Columns, Opinion

COLUMN: SMITH: Retired Pope, Brighter Future

Pope Benedict XVI announced his retirement Monday, becoming the first Pope in nearly 600 years to take such a step. The announcement was met with widespread and wide-ranging emotions across the US, with virtually every news outlet providing a story on the event. As the news cyclone swirled Monday, facts forwarded and explanations grasped at, I couldn’t help but become utterly stuck to one simple question that seemed to sink like a stone amongst a sea of more complex and elaborate queries:  Why?

Why does this matter? Why does it matter that a Pope whose most notable steps have been the further alienation of an already alienated, archaic religion is stepping down? Indeed, when all is said and done, I do believe Pope Benedict’s most notable action in his eight year Papal tenure will be his termination of that tenure. That statement’s meant as a backhanded slap, to be sure, but also as a serious critique of a man who, among other things, ignored increasing cries to allow women into the priesthood, accept gay Catholics into the church, and unite more closely and harmoniously with other world religions. Given these actions, I believe Benedict XVI will go down as a weak Pope. However, this does not mean, unfortunately, that I hold any great hope for Benedict’s successor.

The antiquated and immovable moral foundations of the Catholic Church — and all world religions for that matter — are increasingly at odds with the largely secular moral framework of our country. An example of this would be the great strides our country has taken in the areas of gay rights and gender equality, the biggest obstacles to which have come from organized religion, both in the Catholic Church and various fundamentalist Protestant sects.

The heyday of Catholicism, and of Christian religion in America, is dwindling. Polls and statistics show that increasingly younger generations are abandoning the religions in which they were raised. If they are anything like me, they are doing this not as a matter of theological objection or a rejection of the sense of community the church provides, but from an awareness of the ever-widening gap between their own ideals and the Church’s. Catholicism’s failure to adapt and solve — or at the very least hear out — issues concerning gay rights, contraception and gender equality may be winning them points with the older, conservative generations. But these are not the people the Catholic Church must win over if it wishes to survive in the U.S. and globally. The church must win a young following, and to do this they will likely have to do something very difficult for an organization founded on the teachings of historical figures: They will have to look to uncharted territory.

I write this column not as a militant atheist. I was raised Catholic and am no longer. I have doubts, certainly, about the absolute guarantee of a greater power beyond that which I can see and hear myself, just as I have doubts about most things that are told to me in black and white and with absolute conviction. I am, however, open to the possibility of a God. Heck, I may even want one. If I am to become a religious adherent in my adult life, however, the Church is going to have to meet me half way. They are also going to have to admit, hard as it may be for them, that there are some things they are not sure about, theologically, morally and socially. As it stands now, the Church equates all uncertainty with weakness, and anything less than iron conviction with fallacy. This may have worked for our parents’ generation, serving a rock on which to lean, but we are the generation of uncertainty, and we do not mind if our leaders show themselves to be human.

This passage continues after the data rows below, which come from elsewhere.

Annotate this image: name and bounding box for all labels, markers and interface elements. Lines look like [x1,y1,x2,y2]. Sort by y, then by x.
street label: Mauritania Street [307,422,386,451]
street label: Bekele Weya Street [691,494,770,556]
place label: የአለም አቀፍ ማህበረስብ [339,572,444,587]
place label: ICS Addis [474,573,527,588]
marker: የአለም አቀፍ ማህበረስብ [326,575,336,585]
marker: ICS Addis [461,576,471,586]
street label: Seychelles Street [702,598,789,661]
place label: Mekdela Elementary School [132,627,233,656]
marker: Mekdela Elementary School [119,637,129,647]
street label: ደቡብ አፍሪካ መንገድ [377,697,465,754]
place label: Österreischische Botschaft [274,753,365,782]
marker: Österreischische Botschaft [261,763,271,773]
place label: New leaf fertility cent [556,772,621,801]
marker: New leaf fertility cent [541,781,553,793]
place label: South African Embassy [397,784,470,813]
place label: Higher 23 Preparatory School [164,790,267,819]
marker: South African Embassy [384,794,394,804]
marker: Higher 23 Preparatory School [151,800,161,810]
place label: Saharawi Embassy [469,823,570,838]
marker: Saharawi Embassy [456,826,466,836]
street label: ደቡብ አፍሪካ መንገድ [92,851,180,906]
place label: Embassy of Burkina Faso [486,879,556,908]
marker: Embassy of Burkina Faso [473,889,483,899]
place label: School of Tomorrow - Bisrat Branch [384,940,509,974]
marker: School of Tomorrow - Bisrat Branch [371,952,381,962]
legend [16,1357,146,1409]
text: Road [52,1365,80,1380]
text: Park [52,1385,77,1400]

I mentioned before that I hold no great hope for the next Pope. Indeed, I am a cynic, and it may be hard to fully please me unless the next Pope is Barack Obama. I am aware, and not entirely pleased, that the next Pope will be someone who has spent his entire life in abbeys, churches and monasteries, doing work which though morally sound is hardly connected with most people or issues of today. But supposing I can accept this, may I ask in return for a religion that accepts — or at least acknowledges — the social values I have clearly chosen in my own personal life? Why must I choose between being a Catholic and being a Liberal? I shouldn’t have to, and nobody should have to choose between practicing their religion and practicing anything else they damn well want.

Young people are on the verge of abandoning this God advertised as infinitely accepting and loving, all because his representatives on Earth are not infinitely accepting and loving enough. The Church is no longer needed as a moral framework on how to live our lives. For that we are doing just fine on our own. What it can provide is a sense of community, a sense of shelter and warmth for those who have otherwise been cast out, rather than a barrier against those same people. After all, Jesus’ earliest followers included prostitutes and street thugs, beggars and outlaws. Perhaps the Catholic Church needs to look no further than this for its lesson in diversity.

The next Pope best understand all of this. He best understand the superfluous nature of God in our modern society, best know the thin ice that he walks on and the fog which surrounds him. Then, and only then, can he make his light shine through.